Autore:
Salvo Sardina
Pubblicato il 14/11/2019 ore 17:30

ORGOGLIO VALTTERI Il campionato del mondo di Formula 1 si è ormai matematicamente chiuso con il sesto titolo iridato di Lewis Hamilton e della Mercedes. Un doppio successo che Valtteri Bottas, anche lui aritmeticamente certo del secondo posto in classifica, rivendica con orgoglio come parte integrante di un team capace di riscrivere la storia del circus. Nella conferenza stampa di presentazione del Gran Premio del Brasile, il finlandese che per la prima volta in carriera si laurea vice-campione del mondo, ha infatti spiegato di essere stato protagonista della propria miglior stagione.

GP Brasile 2019, Interlagos: Valtteri Bottas (Mercedes) in conferenza stampa

LA FESTAC’è stata una bella festa in fabbrica la scorsa settimana – ha spiegato Valtteri Bottas a Interlagos, alla vigilia del penultimo atto della stagione – e quando vai lì e vedi tutta quella gente così sorridente, ti rendi conto di cosa hai fatto come squadra. È stato un bel momento, c’era una grande energia positiva, significa molto per me essere in questo team che sta battendo tutti i record. Questa stagione è stata migliore della precedente per quanto mi riguarda, sono contento di aver contribuito a questi record con i miei risultati”.  

IL MIGLIOR BOTTAS Se il 2018 è stato da dimenticare – Bottas è rimasto l’unico dei piloti di vertice a non aver mai vinto – notevole è stato il passo in avanti in questo campionato: “Credo che il 2019 sia stato il mio miglior anno in assoluto.
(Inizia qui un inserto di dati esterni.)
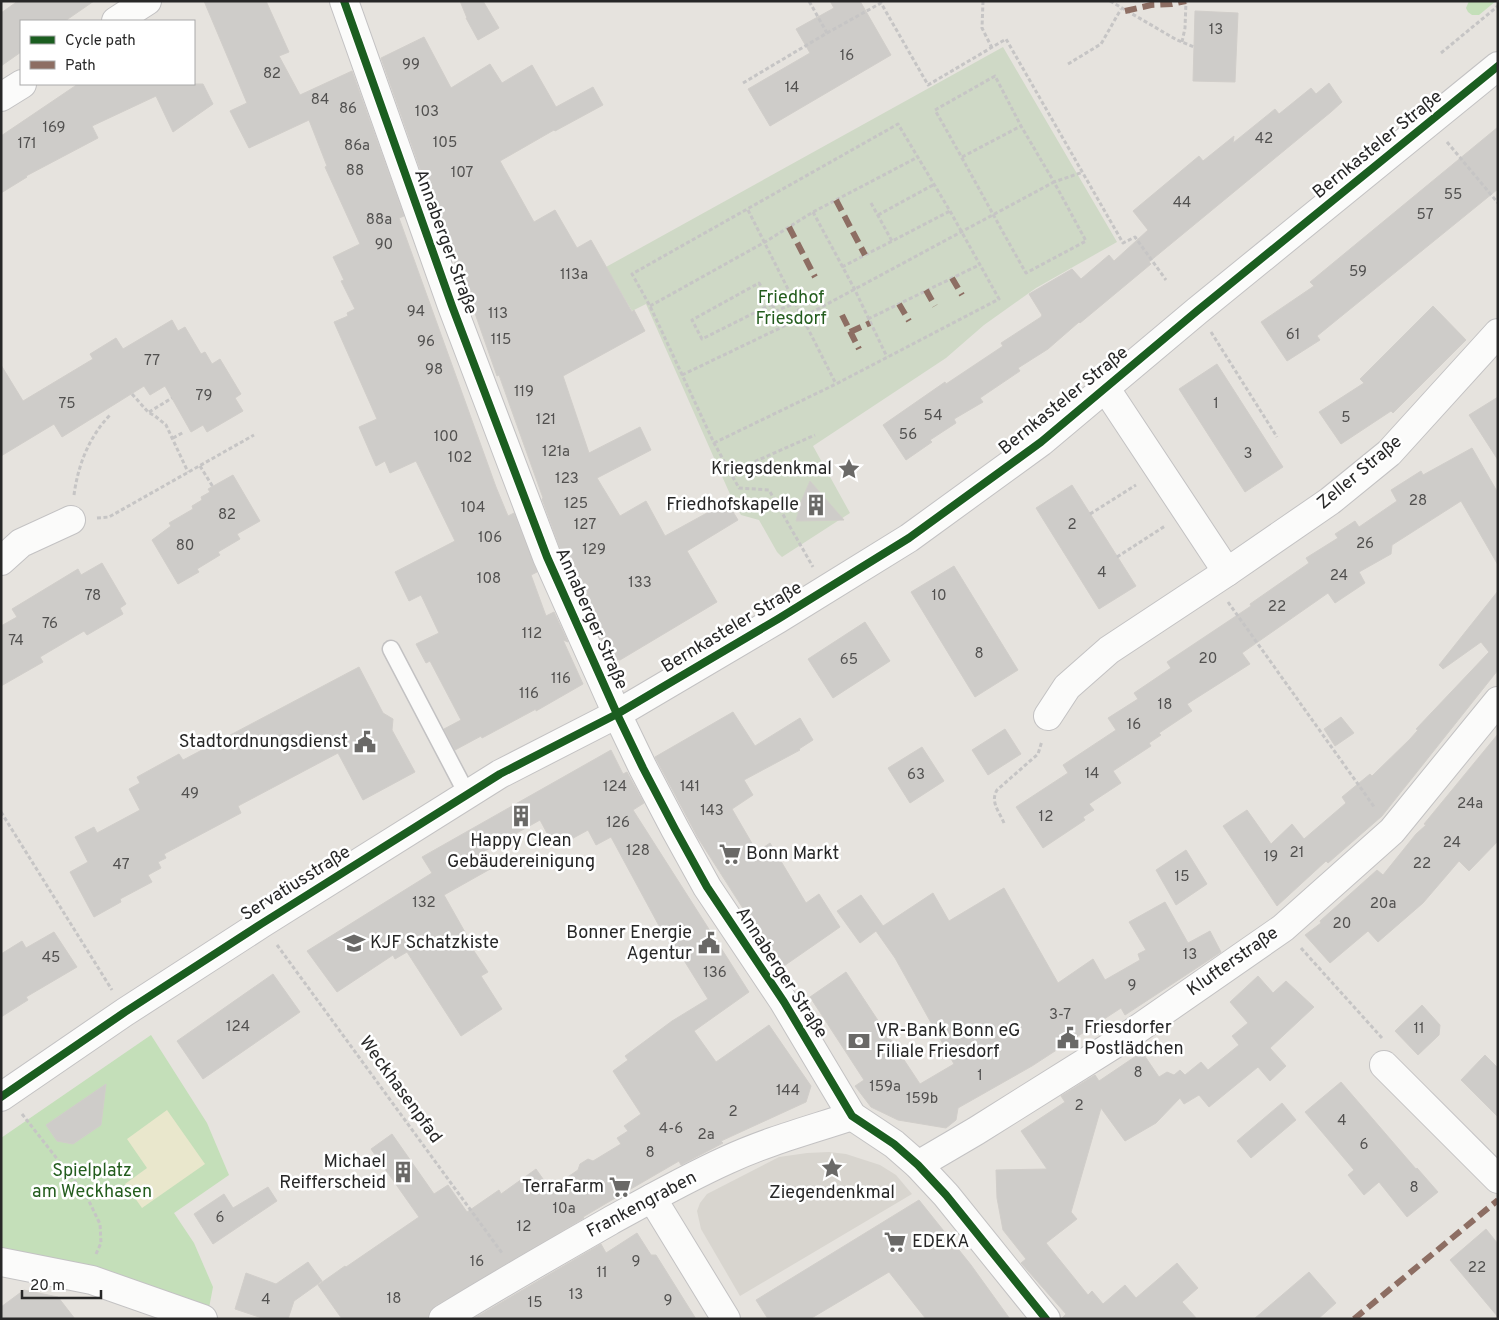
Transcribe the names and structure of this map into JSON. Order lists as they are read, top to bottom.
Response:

Se guardiamo nel complesso lo dicono anche i numeri, ma è chiaro che non è questo quello a cui avevo puntato. Ci vogliono più regolarità e meno errori, ma ho avuto buone sensazioni per tutto il mondiale, c’è fiducia perché ho visto il lavoro fatto con gli ingegneri e su me stesso per migliorare il mio passo e i miei punti deboli. Grande soddisfazione, ma viene voglia di non accontentarsi… Non penso a fare giochi psicologici, come quelli di Nico (Rosberg, ndr), ogni pilota è diverso, io sono me stesso e preferisco rispondere in pista mantenendo un alto livello di prestazioni senza disperdere energie in altre cose. Potrei magari destabilizzare l’altra parte del box, ma poi commetterei degli errori anche io. Per l’anno prossimo ho un piano, ma non voglio condividerlo adesso”. In programma non c’è però nessun cambio di approccio sostanziale: “Ho ancora due opportunità di vincere gare quest’anno e credo che questo debba essere il mio obiettivo. Sto vivendo un momento positivo, potrebbe essere uno slancio per il 2020”.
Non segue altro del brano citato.